During the three months ended March 31, 2021, certain employees and a non-employee member of our Board of Trustees (“Trustee”) were granted a total of 139,646 restricted common shares with an aggregate grant date fair value of $3.6 million (weighted average of $26.00 per share). Restricted shares granted to employees vest based on increments and over periods of time set forth under the terms of the respective awards provided that the employee remains employed by us. Restricted shares granted to non-employee Trustees vest on the first anniversary of the grant date, provided that the Trustee remains in his or her
position. During the three months ended March 31, 2021, forfeiture restrictions lapsed on 131,573 previously issued common shares; these shares had a weighted average grant date fair value of $25.82 per share, and the aggregate intrinsic value of the shares on the vesting dates was $3.4 million.

Performance Share Awards (“PSUs”)
 
We issued 93,824 common shares on February 3, 2021 to executives in settlement of PSUs granted in 2018, representing 200% of the target awards for those PSUs.

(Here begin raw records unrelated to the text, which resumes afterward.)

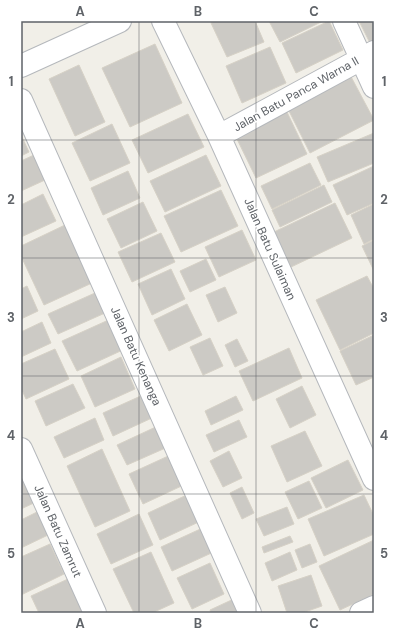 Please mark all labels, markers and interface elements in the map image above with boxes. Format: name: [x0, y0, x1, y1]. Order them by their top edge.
text: A: [75, 3, 85, 20]
text: B: [194, 3, 202, 20]
text: C: [309, 3, 319, 20]
street label: Jalan Batu Panca Warna II: [230, 53, 362, 135]
text: 1: [9, 73, 13, 90]
text: 1: [382, 73, 386, 90]
text: 2: [7, 191, 15, 208]
text: 2: [380, 191, 388, 208]
street label: Jalan Batu Sulaiman: [240, 195, 300, 303]
street label: Jalan Batu Kenanga: [107, 304, 165, 408]
text: 3: [7, 309, 15, 326]
text: 3: [380, 309, 388, 326]
text: 4: [7, 427, 15, 444]
text: 4: [380, 427, 388, 444]
street label: Jalan Batu Zamrut: [30, 482, 86, 580]
text: 5: [7, 545, 15, 562]
text: 5: [380, 545, 388, 562]
text: A: [75, 615, 85, 632]
text: B: [194, 615, 202, 632]
text: C: [309, 615, 319, 632] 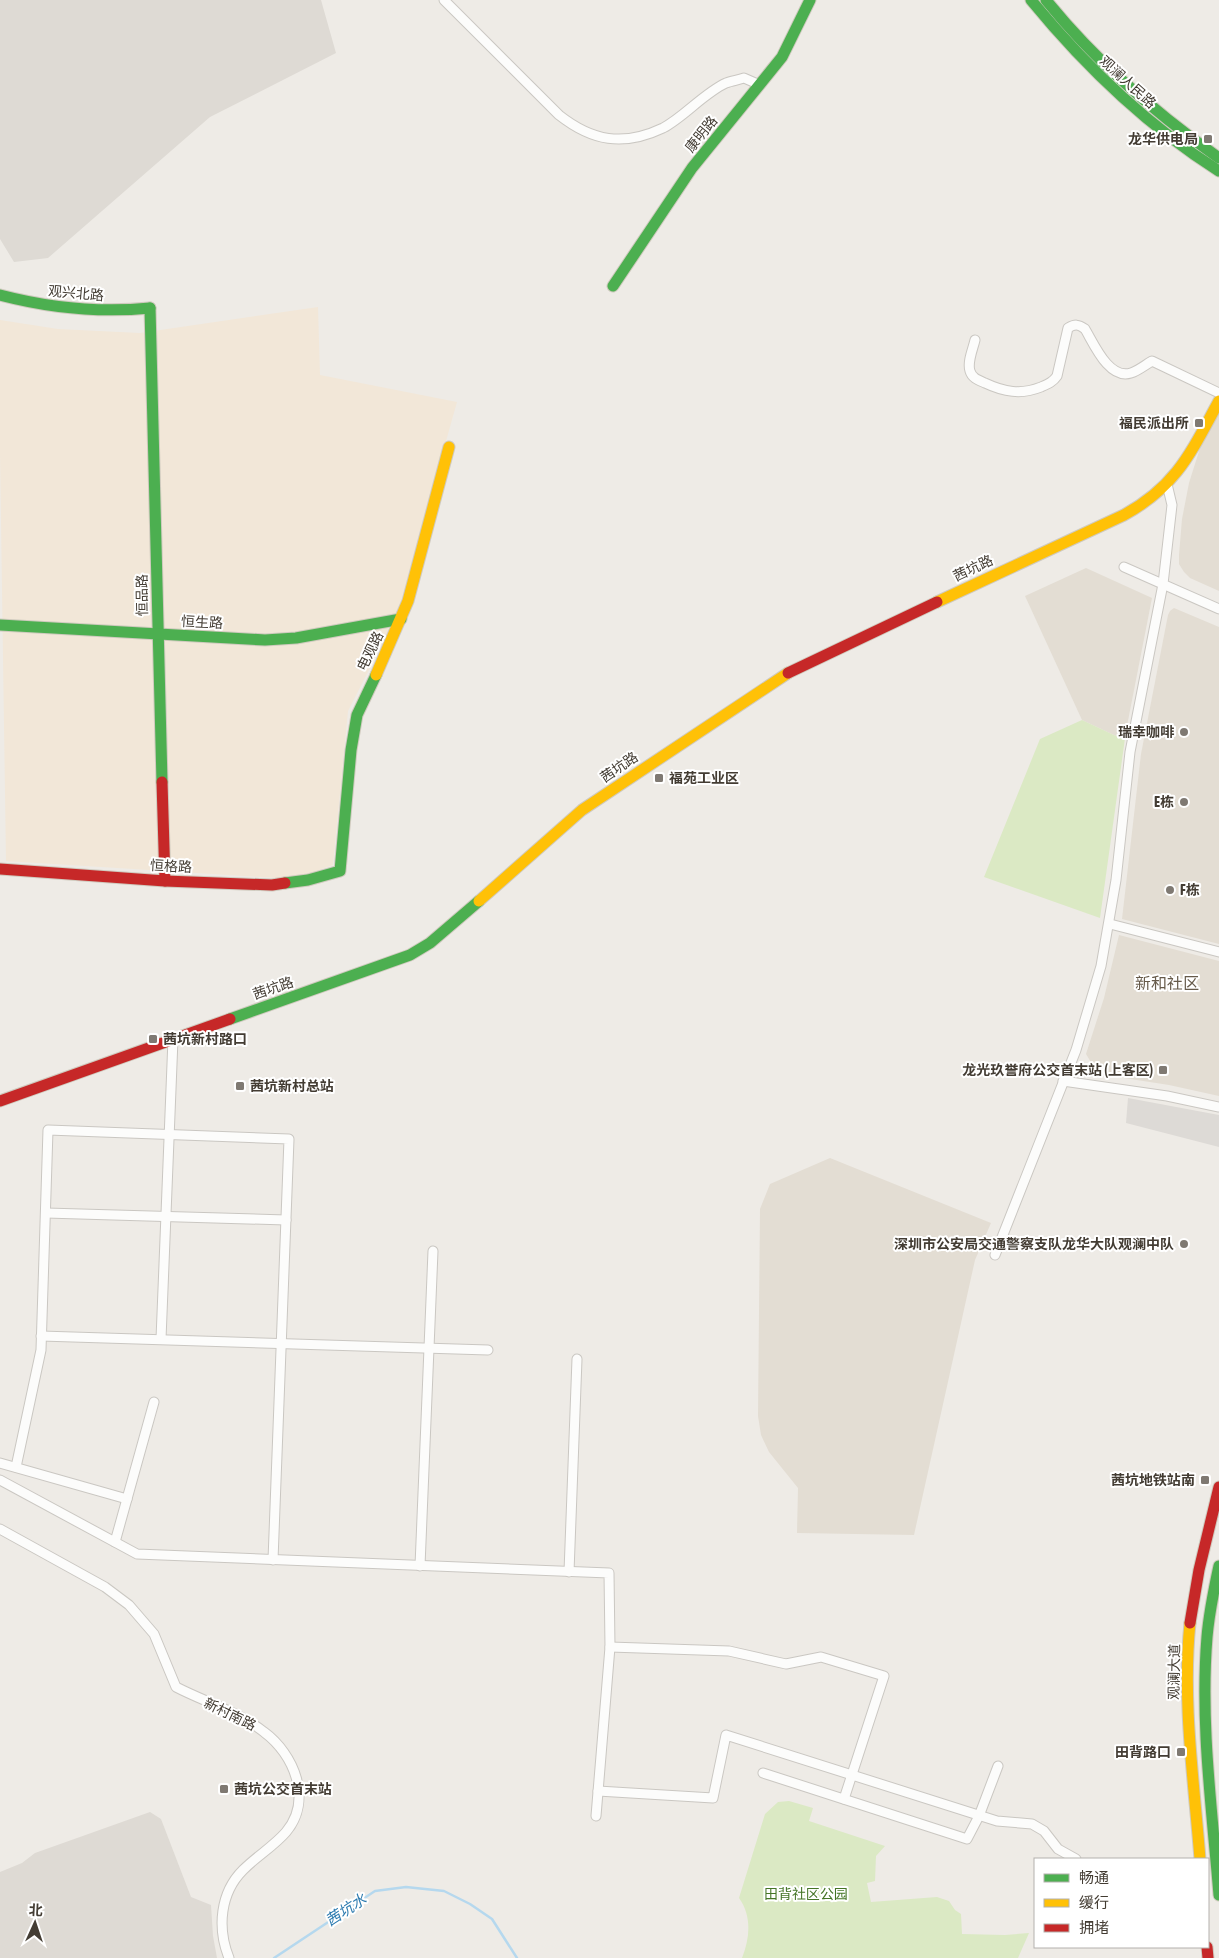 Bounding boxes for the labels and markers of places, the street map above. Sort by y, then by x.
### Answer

Profit Interest Units in COPLP (“PIUs”)

We granted two forms of PIUs: time-based PIUs (“TB-PIUs”); and performance-based PIUs (“PB-PIUs”). TB-PIUs are subject to forfeiture restrictions until the end of the requisite service period, at which time the TB-PIUs automatically convert into vested PIUs. PB-PIUs are subject to a market condition in that the number of earned awards are determined at the end of the performance period (as described further below) and then settled in vested PIUs. Vested PIUs carry substantially the same rights to redemption and distributions as non-PIU common units.

TB-PIUs

During the three months ended March 31, 2021, we granted 80,319 TB-PIUs with an aggregate grant date fair value of $2.1 million ($26.00 per TB-PIU) to senior management team members. These TB-PIUs vest in equal annual increments over a three-year period beginning on the first anniversary of the date of grant provided that the employee remains employed by us. Prior to vesting, TB-PIUs carry substantially the same rights to distributions as non-PIU common units but carry no redemption rights. During the three months ended March 31, 2021, forfeiture restrictions lapsed on 32,619 previously issued TB-PIUs; these TB-PIUs had a grant date fair value of $25.55 per unit, and the aggregate intrinsic value of the TB-PIUs on the vesting date was $848,000.

PB-PIUs

On January 1, 2021, we granted certain senior management team members 227,544 PB-PIUs with a three-year performance period concluding on the earlier of December 31, 2023 or the date of: (1) termination by us without cause, death or disability of the employee or constructive discharge of the employee (collectively, “qualified termination”); or (2) a sale event.  The number of earned awards at the end of the performance period will be determined based on the percentile rank of COPT’s total shareholder return (“TSR”) relative to a peer group of companies, as set forth in the following schedule:
Percentile Rank   Earned PB-PIUs Payout %
75th or greater  
100% of PB-PIUs granted
50th (target)  
50% of PB-PIUs granted
25th  
25% of PB-PIUs granted
Below 25th  
0% of PB-PIUs granted

If the percentile rank exceeds the 25th percentile and is between two of the percentile ranks set forth in the table above, then the percentage of the earned awards will be interpolated between the ranges set forth in the table above to reflect any performance between the listed percentiles.  If COPT’s TSR during the measurement period is negative, the maximum number of earned awards will be limited to the target level payout percentage.  During the performance period, PB-PIUs carry rights to distributions equal to 10% of the distribution rights of non-PIU common units but carry no redemption rights.

At the end of the performance period, we will settle the award by issuing vested PIUs equal to: the number of earned awards; and the excess, if any, of (1) the aggregate distributions that would have been paid with respect to vested PIUs issued in settlement of the earned awards through the date of settlement had such vested PIUs been issued on the grant date over (2) the aggregate distributions made on the PB-PIUs during the performance period, divided by the price of our common shares on the settlement date. If a performance period ends due to a sale event or qualified termination, the number of earned awards is prorated based on the portion of the three-year performance period that has elapsed.  If employment is terminated by the employee or by us for cause, all PB-PIUs are forfeited.
These PB-PIU grants had an aggregate grant date fair value of $3.4 million ($30.03 per target-level award associated with the grants) which is being recognized over the performance period. The grant date fair value was computed using a Monte Carlo model that included the following assumptions: baseline common share value of $26.08; expected volatility for common shares of 34.7%; and a risk-free interest rate of 0.18%.